Friday, June 21, 2013

SCD Types and How Many ways to develope the SCD's




1. What type of SCD you have used so far?

Slowly Changing Dimensions (SCD) is dimensions that have data that slowly changes.
For example, we may have a Dimension in our database that tracks the sales records of your company's salesmen and when sales person is transferred from one regional office to another.
Dealing with these issues involves SCD management methodologies referred to as Type 0, 1, 2, 3, 4, and 6. Type 6 SCDs are also sometimes called Hybrid SCDs.
-The Type 0 method is a passive approach to managing dimension value changes, in which no action is taken. Values remain as they were at the time the dimension record was first entered.
-The Type 1 methodology overwrites old data with new data, and therefore does not track historical data at all. This is most appropriate when correcting certain types of data errors, such as the spelling of a name. (Assuming we won't ever need to know how it used to be misspelled in the past.)
-The Type 2 method tracks historical data by creating multiple records in the dimensional tables with separate keys. With Type 2, we have unlimited history preservation as a new record is inserted each time a change is made.
-The Type 3 method tracks changes using separate columns. Whereas Type 2 had unlimited history preservation, Type 3 has limited history preservation, as it's limited to the number of columns we designate for storing historical data.
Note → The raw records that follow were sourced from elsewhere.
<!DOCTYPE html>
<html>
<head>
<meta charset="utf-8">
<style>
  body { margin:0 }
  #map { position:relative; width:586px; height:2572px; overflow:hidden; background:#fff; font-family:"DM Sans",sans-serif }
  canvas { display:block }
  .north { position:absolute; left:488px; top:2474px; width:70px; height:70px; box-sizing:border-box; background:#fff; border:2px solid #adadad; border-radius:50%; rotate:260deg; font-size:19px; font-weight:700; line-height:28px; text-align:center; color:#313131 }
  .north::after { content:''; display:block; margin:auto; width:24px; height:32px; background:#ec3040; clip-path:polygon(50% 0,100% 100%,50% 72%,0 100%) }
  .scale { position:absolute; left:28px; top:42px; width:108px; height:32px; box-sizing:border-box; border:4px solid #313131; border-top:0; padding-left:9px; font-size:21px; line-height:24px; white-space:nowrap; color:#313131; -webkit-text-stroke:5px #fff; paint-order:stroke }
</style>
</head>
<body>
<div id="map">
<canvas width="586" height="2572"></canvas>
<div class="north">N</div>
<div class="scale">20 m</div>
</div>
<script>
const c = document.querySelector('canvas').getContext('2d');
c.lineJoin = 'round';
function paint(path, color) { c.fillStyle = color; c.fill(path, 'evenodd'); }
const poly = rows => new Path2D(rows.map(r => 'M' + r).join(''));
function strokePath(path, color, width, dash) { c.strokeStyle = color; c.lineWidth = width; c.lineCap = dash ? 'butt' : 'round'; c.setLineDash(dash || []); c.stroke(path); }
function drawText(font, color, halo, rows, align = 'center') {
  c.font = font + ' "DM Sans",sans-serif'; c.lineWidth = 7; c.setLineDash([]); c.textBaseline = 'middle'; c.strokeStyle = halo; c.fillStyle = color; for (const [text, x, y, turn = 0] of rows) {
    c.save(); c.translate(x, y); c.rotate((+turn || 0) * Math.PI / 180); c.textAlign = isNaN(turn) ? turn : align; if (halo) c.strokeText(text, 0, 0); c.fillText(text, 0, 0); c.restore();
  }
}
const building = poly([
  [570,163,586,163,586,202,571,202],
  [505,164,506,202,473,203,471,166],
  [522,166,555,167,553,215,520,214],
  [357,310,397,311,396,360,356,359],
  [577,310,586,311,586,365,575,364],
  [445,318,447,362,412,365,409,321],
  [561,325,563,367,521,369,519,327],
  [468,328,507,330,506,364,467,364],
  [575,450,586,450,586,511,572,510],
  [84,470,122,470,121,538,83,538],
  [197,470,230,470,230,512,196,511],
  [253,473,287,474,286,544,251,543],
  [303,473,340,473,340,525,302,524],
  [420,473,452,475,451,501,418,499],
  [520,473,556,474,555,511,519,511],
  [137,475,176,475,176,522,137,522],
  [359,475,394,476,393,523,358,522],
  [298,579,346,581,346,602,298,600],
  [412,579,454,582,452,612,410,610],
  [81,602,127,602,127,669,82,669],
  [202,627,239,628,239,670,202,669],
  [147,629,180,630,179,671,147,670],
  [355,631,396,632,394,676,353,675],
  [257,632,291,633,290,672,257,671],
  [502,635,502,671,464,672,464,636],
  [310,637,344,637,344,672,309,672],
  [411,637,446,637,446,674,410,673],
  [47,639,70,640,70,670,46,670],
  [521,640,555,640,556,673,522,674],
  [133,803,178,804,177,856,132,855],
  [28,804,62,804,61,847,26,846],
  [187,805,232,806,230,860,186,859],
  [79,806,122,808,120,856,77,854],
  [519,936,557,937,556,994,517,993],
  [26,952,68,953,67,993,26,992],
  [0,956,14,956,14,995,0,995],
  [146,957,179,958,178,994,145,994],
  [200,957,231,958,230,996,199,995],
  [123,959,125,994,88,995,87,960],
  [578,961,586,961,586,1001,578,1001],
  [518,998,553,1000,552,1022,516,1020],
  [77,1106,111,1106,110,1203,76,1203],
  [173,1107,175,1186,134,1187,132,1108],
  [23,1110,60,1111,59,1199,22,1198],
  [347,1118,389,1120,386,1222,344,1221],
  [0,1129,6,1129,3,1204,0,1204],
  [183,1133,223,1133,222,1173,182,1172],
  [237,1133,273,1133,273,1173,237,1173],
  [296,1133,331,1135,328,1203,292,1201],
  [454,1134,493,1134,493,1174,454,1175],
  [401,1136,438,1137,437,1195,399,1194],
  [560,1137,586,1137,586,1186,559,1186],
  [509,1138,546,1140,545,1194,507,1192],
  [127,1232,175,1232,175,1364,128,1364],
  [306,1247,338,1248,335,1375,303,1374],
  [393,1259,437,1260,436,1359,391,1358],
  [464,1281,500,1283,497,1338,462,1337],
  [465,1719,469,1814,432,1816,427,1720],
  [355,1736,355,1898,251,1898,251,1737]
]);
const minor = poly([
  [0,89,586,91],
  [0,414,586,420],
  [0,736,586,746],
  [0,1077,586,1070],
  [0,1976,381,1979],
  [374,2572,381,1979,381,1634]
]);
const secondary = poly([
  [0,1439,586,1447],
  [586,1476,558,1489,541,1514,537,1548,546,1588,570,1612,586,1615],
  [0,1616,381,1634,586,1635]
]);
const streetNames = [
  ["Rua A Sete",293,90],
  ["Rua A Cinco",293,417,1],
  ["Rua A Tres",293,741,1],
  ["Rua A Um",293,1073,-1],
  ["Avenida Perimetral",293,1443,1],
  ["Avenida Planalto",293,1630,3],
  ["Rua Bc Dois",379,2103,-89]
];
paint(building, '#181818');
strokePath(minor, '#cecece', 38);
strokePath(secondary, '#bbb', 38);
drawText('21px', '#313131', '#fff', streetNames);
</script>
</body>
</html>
Where the original table structure in Type 1 and Type 2 was very similar, Type 3 will add additional columns to the tables:
- The Type 4 method is usually just referred to as using "history tables", where one table keeps the current data and an additional table is used to keep a record of some or all changes.
- The Type 6 method is one that combines the approaches of types 1, 2 and 3 (1 + 2 + 3 = 6).  It is not frequently used because it has the potential to complicate end user access, but has some advantages over the other approaches especially when techniques are employed to mitigate the downstream complexity.

2. How did you implement Type2 SCD in Datastage?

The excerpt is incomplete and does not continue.